• [Source data]:
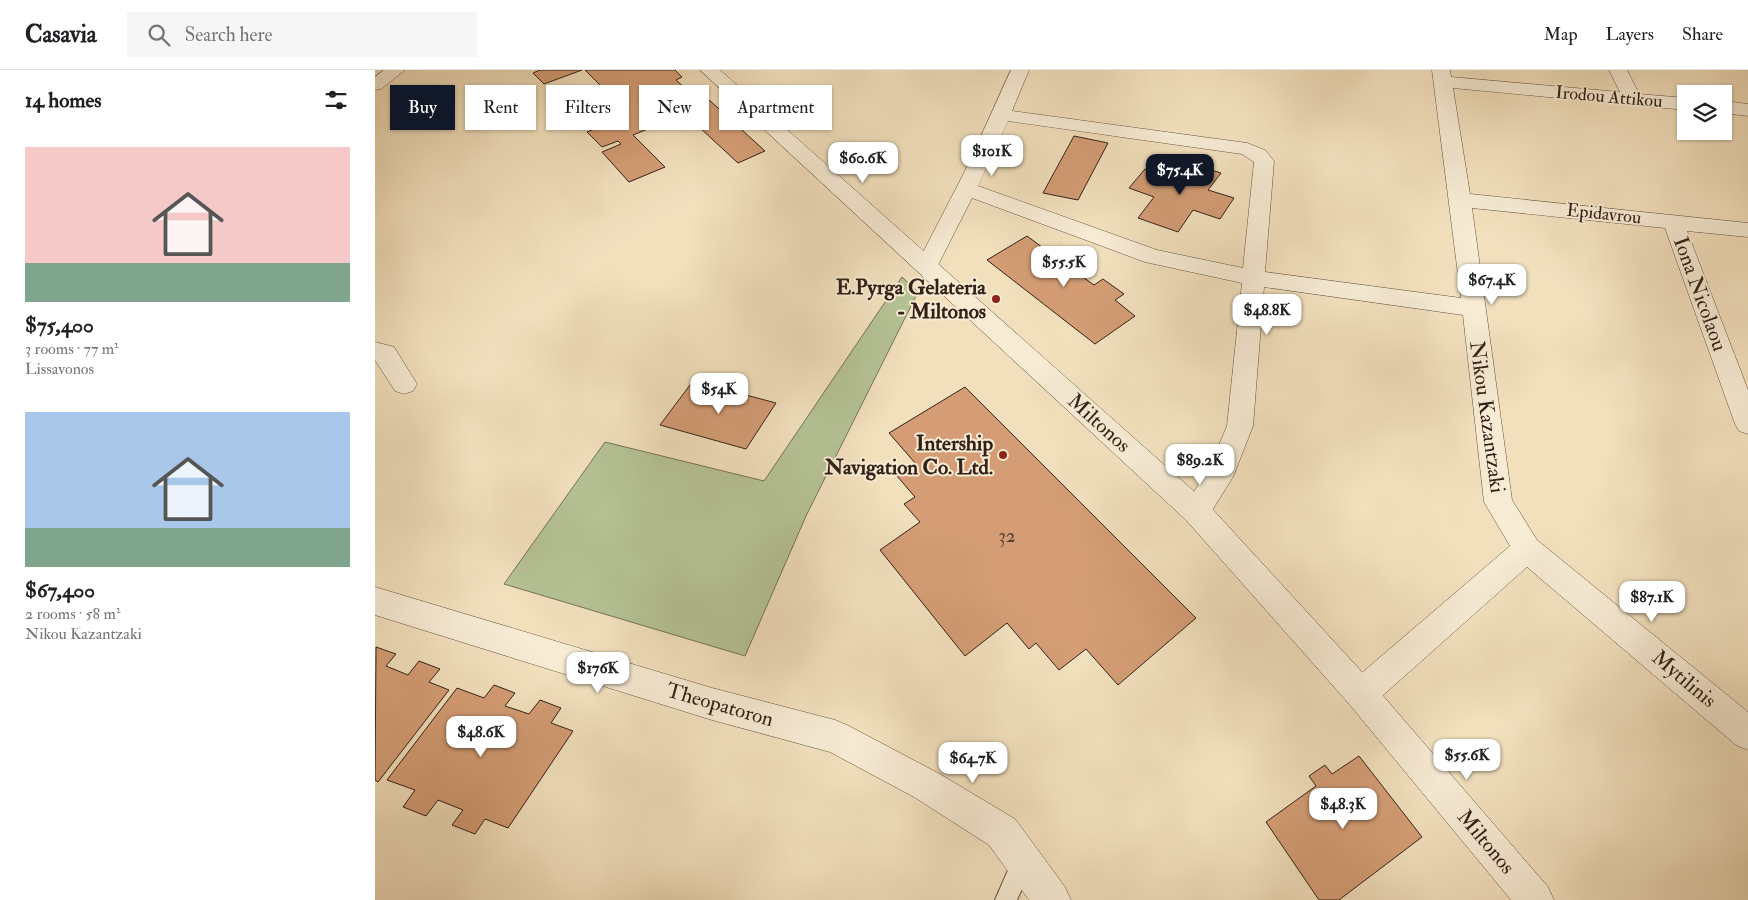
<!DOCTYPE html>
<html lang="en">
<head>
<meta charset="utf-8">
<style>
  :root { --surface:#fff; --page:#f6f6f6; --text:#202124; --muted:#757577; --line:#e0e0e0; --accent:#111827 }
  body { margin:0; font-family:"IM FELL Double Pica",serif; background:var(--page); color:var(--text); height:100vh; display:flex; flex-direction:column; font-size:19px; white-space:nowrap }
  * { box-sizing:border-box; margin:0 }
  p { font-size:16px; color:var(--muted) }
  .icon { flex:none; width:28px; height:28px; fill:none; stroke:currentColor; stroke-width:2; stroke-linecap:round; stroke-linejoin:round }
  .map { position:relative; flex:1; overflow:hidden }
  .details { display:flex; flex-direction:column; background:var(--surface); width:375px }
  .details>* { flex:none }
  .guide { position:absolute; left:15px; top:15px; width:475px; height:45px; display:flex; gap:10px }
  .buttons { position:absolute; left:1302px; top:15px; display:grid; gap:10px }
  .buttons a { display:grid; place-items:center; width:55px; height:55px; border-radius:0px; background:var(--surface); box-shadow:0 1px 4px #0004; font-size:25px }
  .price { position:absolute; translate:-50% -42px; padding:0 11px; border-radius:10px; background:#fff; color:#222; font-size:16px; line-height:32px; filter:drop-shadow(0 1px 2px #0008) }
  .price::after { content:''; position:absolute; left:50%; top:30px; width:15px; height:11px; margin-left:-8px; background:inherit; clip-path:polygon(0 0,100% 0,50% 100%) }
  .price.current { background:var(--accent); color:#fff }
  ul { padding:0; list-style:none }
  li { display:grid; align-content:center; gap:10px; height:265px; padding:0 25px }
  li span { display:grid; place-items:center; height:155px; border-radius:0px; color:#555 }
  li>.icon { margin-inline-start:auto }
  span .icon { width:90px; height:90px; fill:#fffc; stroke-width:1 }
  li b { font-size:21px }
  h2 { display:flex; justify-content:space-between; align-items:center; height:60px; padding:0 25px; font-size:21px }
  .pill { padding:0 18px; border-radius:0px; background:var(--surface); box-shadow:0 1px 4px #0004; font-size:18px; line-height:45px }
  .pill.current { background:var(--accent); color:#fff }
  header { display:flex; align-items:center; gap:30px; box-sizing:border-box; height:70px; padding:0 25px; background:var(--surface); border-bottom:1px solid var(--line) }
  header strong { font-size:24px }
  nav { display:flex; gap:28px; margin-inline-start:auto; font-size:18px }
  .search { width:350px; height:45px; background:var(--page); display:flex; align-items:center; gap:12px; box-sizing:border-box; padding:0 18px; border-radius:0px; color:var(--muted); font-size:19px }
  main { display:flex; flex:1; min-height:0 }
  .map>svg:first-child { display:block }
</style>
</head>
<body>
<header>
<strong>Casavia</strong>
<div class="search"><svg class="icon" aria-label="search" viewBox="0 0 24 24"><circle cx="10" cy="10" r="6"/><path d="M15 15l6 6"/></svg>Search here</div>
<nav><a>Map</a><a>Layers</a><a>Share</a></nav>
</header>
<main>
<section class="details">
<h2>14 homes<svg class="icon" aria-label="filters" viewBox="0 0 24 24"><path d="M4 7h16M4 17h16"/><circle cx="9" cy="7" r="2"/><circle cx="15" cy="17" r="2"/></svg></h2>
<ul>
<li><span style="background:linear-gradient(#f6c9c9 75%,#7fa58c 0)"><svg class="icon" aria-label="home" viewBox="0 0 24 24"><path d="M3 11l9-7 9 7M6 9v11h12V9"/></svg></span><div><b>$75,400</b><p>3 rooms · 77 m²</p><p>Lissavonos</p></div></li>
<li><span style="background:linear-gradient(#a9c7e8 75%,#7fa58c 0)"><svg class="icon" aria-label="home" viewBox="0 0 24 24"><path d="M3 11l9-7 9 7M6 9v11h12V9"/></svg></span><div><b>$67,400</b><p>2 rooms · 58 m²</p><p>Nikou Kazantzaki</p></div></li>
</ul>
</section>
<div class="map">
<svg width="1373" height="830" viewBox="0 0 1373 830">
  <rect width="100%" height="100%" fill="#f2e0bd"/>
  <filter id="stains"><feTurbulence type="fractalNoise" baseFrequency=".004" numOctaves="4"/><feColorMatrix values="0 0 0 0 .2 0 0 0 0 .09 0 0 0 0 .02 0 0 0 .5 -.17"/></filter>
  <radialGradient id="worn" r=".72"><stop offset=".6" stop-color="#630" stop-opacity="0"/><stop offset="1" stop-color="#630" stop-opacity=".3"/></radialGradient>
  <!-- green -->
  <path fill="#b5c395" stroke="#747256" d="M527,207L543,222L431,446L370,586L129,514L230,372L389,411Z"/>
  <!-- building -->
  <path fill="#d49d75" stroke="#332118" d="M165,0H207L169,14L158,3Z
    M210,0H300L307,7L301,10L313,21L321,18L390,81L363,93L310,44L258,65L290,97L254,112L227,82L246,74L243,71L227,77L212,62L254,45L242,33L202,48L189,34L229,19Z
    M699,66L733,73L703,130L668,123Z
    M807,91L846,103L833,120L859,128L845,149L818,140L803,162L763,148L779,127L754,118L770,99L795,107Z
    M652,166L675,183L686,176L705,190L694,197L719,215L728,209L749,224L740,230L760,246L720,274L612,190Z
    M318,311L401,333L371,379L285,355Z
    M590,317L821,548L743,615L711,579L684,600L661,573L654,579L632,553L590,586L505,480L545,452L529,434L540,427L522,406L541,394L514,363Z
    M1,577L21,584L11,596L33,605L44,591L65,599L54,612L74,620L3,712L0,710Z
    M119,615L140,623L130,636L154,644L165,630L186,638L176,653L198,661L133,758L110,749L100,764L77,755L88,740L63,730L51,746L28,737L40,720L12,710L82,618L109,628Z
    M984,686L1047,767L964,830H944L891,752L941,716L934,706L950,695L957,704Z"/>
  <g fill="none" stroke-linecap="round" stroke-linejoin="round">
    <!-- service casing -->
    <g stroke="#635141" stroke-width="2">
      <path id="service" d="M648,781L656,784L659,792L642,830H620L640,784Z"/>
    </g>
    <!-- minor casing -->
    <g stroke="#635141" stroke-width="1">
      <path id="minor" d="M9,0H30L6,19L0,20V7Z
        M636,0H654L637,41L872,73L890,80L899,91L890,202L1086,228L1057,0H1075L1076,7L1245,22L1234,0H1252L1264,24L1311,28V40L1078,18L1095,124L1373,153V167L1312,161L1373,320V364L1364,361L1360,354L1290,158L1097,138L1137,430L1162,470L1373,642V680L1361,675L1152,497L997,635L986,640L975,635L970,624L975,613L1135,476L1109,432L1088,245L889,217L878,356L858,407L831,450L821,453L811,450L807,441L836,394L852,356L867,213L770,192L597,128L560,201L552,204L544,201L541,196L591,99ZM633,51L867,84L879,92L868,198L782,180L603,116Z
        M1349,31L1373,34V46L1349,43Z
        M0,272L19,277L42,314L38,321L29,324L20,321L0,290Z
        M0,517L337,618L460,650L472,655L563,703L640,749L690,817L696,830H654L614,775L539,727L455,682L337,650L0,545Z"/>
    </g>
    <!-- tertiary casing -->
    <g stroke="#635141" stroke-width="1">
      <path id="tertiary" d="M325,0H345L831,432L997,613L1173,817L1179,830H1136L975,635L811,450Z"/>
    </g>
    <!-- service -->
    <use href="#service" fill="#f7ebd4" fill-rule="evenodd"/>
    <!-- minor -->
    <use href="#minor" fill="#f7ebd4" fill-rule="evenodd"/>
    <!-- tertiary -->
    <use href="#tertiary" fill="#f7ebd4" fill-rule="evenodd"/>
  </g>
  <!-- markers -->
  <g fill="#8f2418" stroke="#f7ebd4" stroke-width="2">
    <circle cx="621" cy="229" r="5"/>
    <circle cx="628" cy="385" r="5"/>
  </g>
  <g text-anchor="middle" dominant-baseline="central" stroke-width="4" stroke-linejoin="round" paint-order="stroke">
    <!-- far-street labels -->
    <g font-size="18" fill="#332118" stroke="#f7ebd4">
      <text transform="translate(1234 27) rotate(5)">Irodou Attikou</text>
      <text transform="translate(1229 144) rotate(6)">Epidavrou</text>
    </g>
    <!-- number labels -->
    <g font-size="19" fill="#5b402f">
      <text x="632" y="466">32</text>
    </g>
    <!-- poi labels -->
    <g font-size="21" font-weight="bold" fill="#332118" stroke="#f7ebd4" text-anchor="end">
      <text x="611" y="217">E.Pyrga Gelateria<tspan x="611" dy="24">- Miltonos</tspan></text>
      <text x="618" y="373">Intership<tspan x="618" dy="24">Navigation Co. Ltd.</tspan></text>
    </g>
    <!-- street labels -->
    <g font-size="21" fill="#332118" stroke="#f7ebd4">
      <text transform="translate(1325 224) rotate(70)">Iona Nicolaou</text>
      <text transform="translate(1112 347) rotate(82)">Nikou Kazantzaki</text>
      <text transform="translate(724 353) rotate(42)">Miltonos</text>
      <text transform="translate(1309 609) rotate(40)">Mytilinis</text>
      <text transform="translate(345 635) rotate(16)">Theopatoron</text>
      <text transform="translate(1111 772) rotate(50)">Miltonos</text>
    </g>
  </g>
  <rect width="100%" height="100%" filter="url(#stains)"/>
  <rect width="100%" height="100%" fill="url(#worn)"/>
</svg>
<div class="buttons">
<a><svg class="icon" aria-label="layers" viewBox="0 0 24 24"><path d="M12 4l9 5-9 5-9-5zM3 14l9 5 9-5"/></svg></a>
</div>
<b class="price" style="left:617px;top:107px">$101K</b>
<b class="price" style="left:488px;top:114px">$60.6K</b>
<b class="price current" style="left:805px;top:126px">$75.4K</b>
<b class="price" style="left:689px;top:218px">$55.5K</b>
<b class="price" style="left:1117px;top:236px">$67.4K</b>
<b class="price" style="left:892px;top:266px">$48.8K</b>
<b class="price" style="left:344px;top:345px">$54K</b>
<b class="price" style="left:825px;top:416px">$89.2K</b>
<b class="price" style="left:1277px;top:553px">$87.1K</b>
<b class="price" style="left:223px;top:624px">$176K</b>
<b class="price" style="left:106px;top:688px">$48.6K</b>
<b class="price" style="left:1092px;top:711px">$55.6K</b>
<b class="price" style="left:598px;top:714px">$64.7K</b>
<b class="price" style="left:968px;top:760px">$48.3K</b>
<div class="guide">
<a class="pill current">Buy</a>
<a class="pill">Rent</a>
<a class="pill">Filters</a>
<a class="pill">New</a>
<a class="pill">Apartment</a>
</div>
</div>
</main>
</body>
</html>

• [The task]: Filter the records for lines holding the string "worn". Copy each one.

• [Result for this task]:
  <radialGradient id="worn" r=".72"><stop offset=".6" stop-color="#630" stop-opacity="0"/><stop offset="1" stop-color="#630" stop-opacity=".3"/></radialGradient>
  <rect width="100%" height="100%" fill="url(#worn)"/>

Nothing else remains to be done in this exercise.